International agreements have been used in similar ways in El Salvador. Vancouver-based Pacific Rim Mining opened a shell company in Nevada in order to take advantage of the US Central America Free Trade Agreement and has sued the Salvadoran government for $77 million for having not granted it a licence to extract in the headwaters of the country's most important river system. With serious disputes arising right now in relation to Canadian-owned operations in both Colombia and Panama - two more countries that we have free trade agreements with - one might be concerned about how such agreements could be enacted if corporate interests are curbed - for instance if Colombia's Ministry of the Environment, Housing and Territorial Development applies its current mining code, which says that companies like Greystar Resources, should not be operating in high altitude wetlands where most of the company's operations are currently situated. 

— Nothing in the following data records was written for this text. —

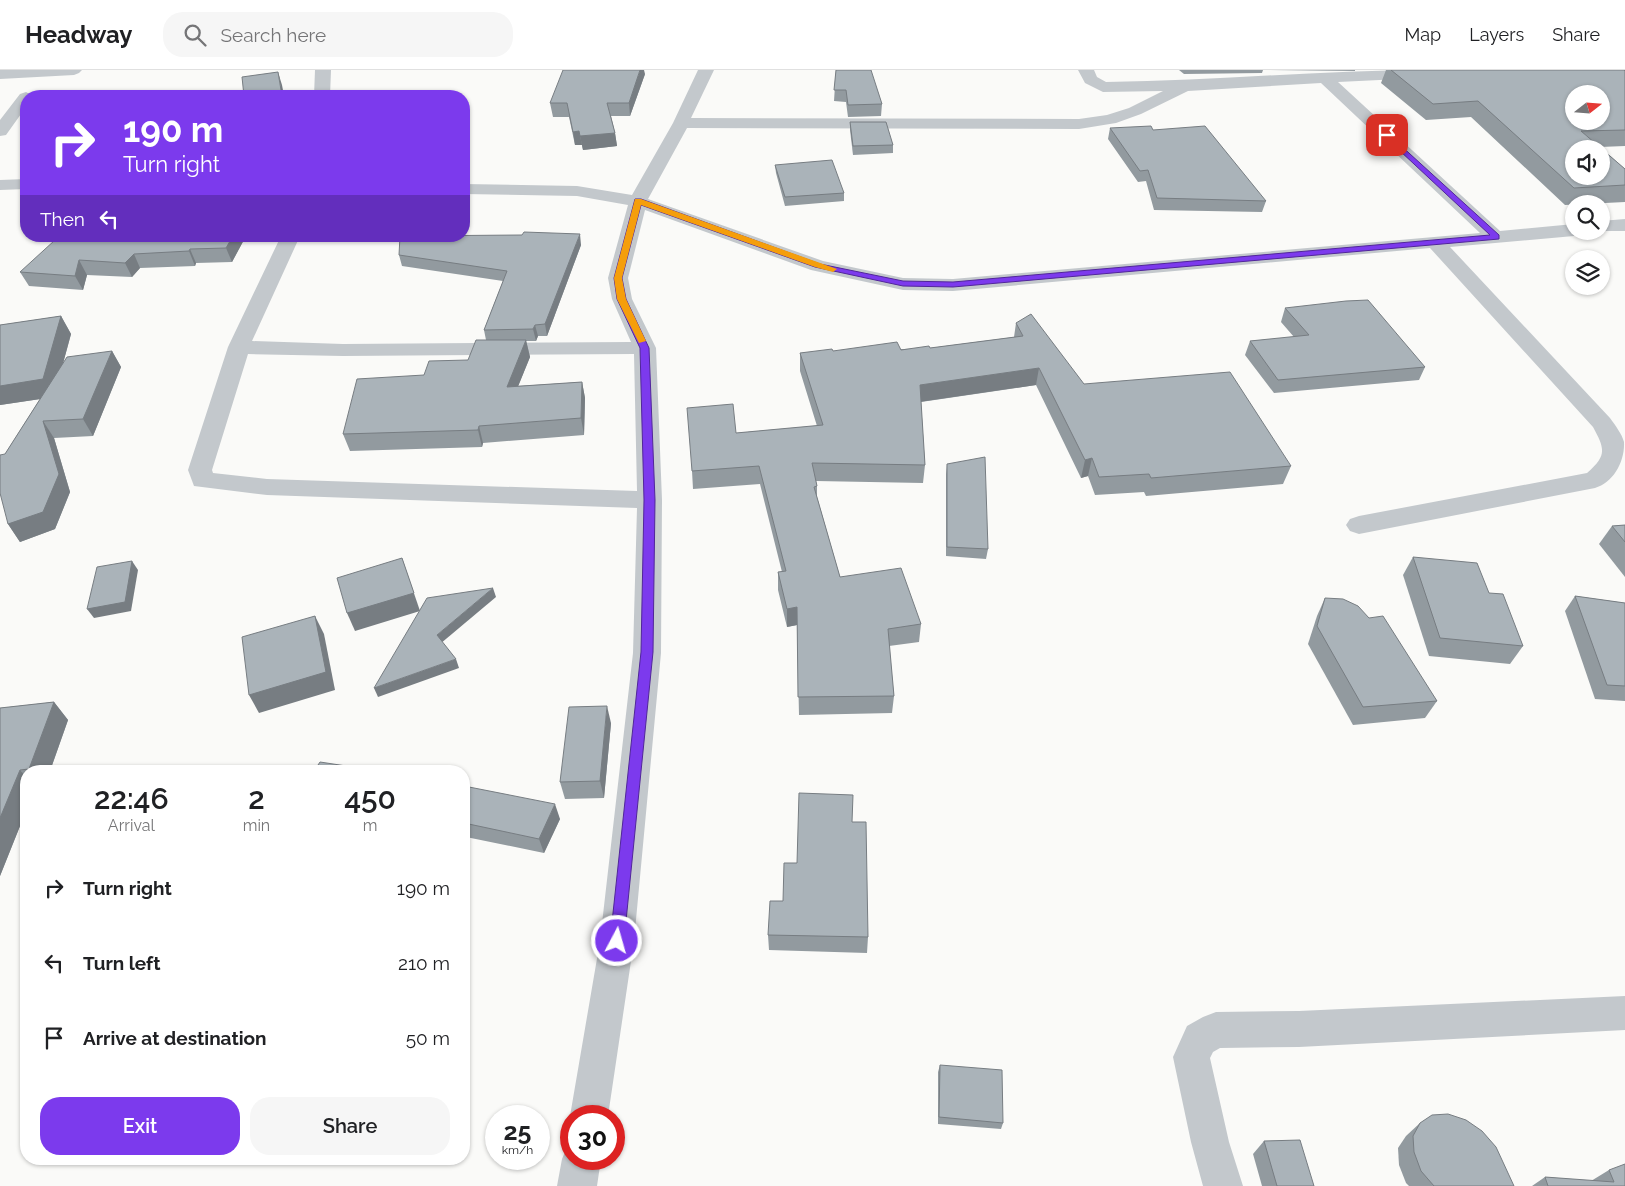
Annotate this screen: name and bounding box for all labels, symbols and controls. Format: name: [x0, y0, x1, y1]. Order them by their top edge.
search box: [163, 12, 513, 57]
text: Headway: [25, 20, 133, 49]
icon: search: [181, 21, 209, 49]
text: Search here: [221, 24, 326, 46]
text: Map: [1405, 24, 1441, 45]
text: Layers: [1469, 24, 1524, 45]
text: Share: [1552, 24, 1600, 45]
north arrow: [1565, 85, 1610, 130]
map controls: [1565, 85, 1610, 295]
text: 190 m: [123, 109, 223, 150]
icon: right: [40, 110, 105, 175]
pin: [1366, 114, 1408, 156]
icon: arrive: [1373, 121, 1401, 149]
button: sound: [1565, 140, 1610, 185]
text: Turn right: [123, 151, 220, 177]
button: search: [1565, 195, 1610, 240]
icon: left: [95, 205, 123, 233]
text: Then: [40, 208, 85, 230]
button: layers: [1565, 250, 1610, 295]
text: 22:46: [94, 781, 169, 816]
text: 2: [248, 781, 265, 816]
text: 450: [344, 781, 396, 816]
text: Arrival: [108, 816, 155, 835]
text: min: [243, 816, 270, 835]
text: m: [363, 816, 377, 835]
icon: right: [40, 874, 68, 902]
text: Turn right: [83, 877, 172, 899]
text: 190 m: [397, 877, 450, 899]
position arrow: [590, 914, 642, 966]
icon: left: [40, 949, 68, 977]
text: Turn left: [83, 952, 160, 974]
text: 210 m: [398, 952, 450, 974]
icon: arrive: [40, 1024, 68, 1052]
text: Arrive at destination: [83, 1027, 267, 1049]
text: 50 m: [406, 1027, 450, 1049]
button: Exit: [40, 1097, 240, 1155]
button: Share: [250, 1097, 450, 1155]
speed limit sign: 30: [560, 1105, 625, 1170]
text: 25: [504, 1116, 531, 1146]
text: km/h: [502, 1143, 533, 1157]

The point is that what's coming to light as we take a critical look at Canadian interests in the hemisphere is that Canada's foreign policy is largely designed to protect our own interests. I think this is perhaps most surprising to Canadians more than anyone else in the world. But the central issue here is not our reputation, so much as looking at what we can do. And certainly, affected communities are not hanging around waiting for Canada to clean up its act.
Considering mining's dirty legacy and the corresponding lack of capacity within weak Latin American states to deal with the implications that such industrial operations could have on water, land and livelihoods, broad coalitions are forming in opposition to mining as it is currently taking place, giving rise to tough demands.
From provincial legislation to ban open-pit mining to federal legislation to protect the glaciers in Argentina, to mining code reforms in Colombia to protect high altitude wetlands, or an attempt to revoke all mineral concessions in Ecuador based upon overlap with sources of water, protected natural areas, and where local populations have not been consulted, communities and their elected representatives are making diverse attempts to apply the precautionary principle.
Costa Rica's president has also just signed a law into effect prohibiting open pit mining, and El Salvador maintains a suspension on all large-scale mining. In rural Guatemala, although their decisions have yet to be respected, quite literally hundreds of thousands of rural people have voted against metal mining in municipally organized votes. And we've been watching demonstrations in favour of a moratorium on mining in Panama grow in recent weeks.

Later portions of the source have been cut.